* WHAT TO DO *
Below are records. Copy every line with "halo" in it.

Collected data entries:
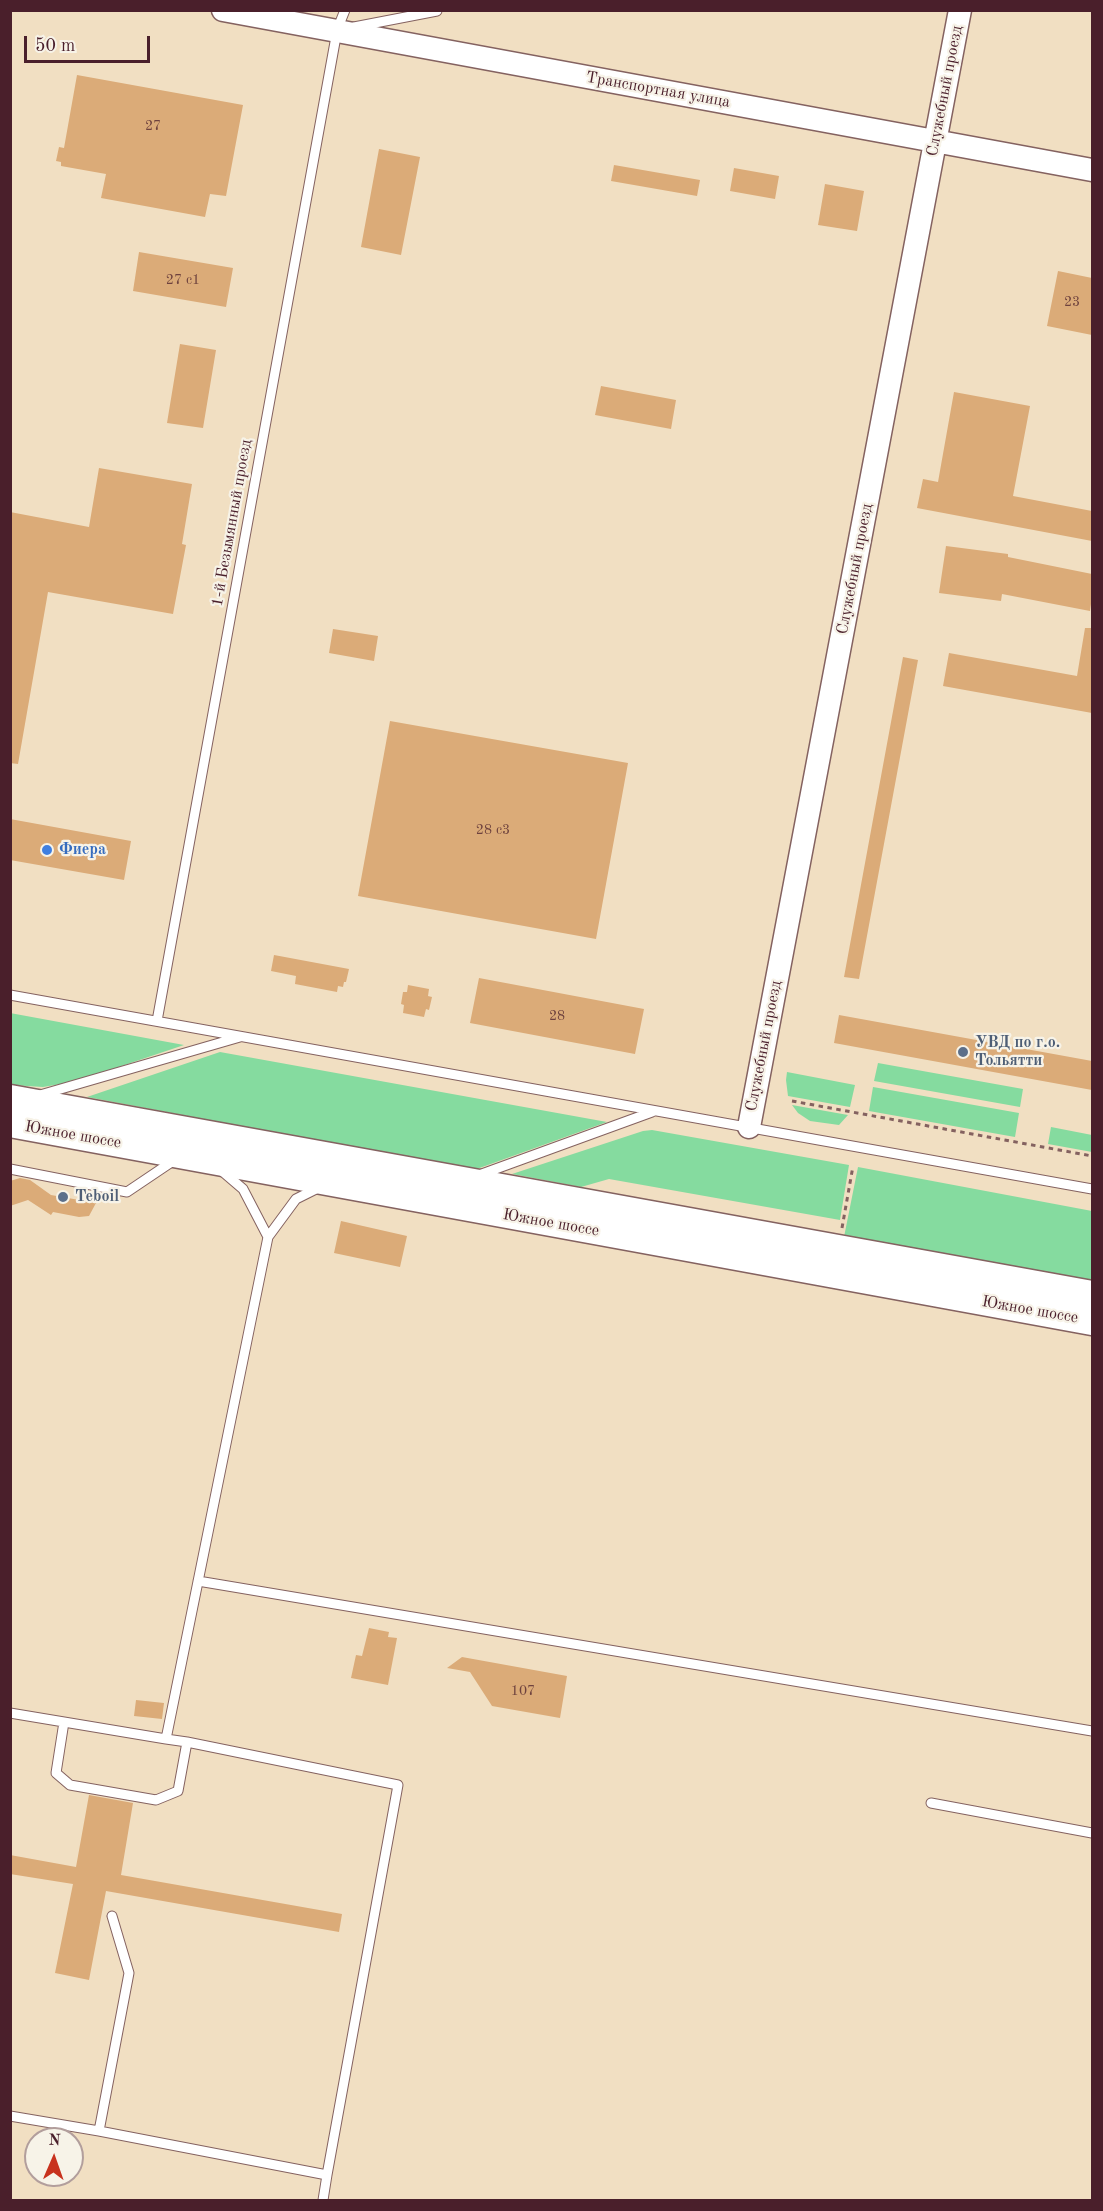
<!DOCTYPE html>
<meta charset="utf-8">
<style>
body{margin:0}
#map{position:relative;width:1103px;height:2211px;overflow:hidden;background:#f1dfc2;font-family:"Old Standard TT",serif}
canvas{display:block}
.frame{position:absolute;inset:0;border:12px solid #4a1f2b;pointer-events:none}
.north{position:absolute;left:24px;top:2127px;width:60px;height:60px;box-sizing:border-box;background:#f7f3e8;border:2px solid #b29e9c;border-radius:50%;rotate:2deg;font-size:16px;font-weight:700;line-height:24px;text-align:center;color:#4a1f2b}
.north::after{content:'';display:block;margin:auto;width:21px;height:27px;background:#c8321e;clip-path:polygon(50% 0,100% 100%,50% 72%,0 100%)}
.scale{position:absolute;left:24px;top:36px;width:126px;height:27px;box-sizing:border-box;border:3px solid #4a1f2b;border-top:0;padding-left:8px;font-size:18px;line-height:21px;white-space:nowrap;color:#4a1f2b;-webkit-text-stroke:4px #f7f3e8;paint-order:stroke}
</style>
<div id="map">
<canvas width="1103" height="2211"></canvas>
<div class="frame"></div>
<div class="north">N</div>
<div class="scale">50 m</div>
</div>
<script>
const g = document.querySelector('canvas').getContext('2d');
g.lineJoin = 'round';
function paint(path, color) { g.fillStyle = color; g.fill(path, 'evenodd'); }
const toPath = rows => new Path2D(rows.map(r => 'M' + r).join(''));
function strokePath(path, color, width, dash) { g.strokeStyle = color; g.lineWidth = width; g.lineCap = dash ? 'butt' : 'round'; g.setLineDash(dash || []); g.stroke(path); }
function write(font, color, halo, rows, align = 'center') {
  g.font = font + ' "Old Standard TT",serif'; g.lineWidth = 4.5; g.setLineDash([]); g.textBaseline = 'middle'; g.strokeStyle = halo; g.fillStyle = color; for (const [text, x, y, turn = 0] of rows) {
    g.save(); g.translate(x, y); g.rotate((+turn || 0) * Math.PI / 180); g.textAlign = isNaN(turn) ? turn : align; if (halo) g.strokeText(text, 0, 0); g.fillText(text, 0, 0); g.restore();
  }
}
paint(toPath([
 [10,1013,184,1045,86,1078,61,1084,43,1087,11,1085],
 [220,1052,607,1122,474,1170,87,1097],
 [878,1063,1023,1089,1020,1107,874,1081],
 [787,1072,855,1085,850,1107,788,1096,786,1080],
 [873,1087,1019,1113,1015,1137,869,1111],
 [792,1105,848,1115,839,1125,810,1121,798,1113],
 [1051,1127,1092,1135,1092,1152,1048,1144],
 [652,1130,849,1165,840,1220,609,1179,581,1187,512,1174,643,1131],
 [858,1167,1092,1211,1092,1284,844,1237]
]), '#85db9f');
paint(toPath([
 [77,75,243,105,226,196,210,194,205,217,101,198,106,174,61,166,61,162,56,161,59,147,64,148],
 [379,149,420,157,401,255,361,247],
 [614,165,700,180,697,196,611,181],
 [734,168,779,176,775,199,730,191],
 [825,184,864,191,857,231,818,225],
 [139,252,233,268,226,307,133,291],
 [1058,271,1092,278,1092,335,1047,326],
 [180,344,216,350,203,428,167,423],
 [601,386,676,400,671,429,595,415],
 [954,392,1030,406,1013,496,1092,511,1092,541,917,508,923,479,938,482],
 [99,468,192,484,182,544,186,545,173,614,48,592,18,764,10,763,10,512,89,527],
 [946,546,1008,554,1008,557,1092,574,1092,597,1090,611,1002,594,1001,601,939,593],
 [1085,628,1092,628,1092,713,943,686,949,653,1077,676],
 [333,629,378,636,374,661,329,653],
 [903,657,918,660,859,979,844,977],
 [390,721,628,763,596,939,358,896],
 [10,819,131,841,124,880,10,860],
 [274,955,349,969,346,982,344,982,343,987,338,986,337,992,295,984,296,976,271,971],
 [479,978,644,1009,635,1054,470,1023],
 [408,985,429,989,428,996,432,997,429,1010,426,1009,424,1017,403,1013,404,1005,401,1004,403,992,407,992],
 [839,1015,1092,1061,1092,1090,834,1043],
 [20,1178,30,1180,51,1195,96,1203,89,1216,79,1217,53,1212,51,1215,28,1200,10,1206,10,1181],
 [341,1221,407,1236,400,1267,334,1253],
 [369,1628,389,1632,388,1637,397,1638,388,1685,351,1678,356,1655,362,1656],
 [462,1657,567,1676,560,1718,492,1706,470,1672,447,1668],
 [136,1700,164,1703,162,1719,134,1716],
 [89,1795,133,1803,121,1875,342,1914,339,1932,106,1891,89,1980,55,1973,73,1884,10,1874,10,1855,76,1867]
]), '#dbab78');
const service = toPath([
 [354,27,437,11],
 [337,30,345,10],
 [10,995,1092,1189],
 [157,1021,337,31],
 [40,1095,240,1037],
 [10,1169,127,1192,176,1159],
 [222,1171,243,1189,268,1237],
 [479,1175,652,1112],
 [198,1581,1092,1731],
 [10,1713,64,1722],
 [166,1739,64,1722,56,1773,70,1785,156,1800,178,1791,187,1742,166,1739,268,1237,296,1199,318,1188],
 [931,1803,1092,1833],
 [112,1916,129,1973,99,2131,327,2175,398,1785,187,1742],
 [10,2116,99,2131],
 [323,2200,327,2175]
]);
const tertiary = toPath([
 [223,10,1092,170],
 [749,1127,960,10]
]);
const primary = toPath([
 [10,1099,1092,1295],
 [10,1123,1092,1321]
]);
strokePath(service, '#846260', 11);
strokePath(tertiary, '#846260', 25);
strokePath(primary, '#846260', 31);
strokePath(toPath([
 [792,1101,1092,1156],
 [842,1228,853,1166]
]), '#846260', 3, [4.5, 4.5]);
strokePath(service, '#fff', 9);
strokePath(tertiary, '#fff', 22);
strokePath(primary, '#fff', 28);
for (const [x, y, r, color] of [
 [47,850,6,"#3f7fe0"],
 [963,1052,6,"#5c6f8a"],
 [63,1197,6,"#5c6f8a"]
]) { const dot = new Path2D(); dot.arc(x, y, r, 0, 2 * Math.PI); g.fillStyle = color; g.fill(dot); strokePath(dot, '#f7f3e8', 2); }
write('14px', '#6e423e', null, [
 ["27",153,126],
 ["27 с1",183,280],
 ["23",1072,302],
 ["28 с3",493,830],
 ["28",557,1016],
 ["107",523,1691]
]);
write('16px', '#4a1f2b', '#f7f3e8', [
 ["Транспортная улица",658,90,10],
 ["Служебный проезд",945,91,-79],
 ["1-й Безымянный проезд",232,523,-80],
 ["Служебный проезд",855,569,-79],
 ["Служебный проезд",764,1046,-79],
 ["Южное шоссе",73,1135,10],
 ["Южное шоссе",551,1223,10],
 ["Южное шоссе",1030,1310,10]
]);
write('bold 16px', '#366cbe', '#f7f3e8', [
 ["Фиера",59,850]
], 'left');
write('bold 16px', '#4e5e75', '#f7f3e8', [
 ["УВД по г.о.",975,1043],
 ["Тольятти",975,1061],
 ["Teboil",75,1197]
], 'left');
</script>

* FINISHED EXERCISE *
function write(font, color, halo, rows, align = 'center') {
  g.font = font + ' "Old Standard TT",serif'; g.lineWidth = 4.5; g.setLineDash([]); g.textBaseline = 'middle'; g.strokeStyle = halo; g.fillStyle = color; for (const [text, x, y, turn = 0] of rows) {
    g.save(); g.translate(x, y); g.rotate((+turn || 0) * Math.PI / 180); g.textAlign = isNaN(turn) ? turn : align; if (halo) g.strokeText(text, 0, 0); g.fillText(text, 0, 0); g.restore();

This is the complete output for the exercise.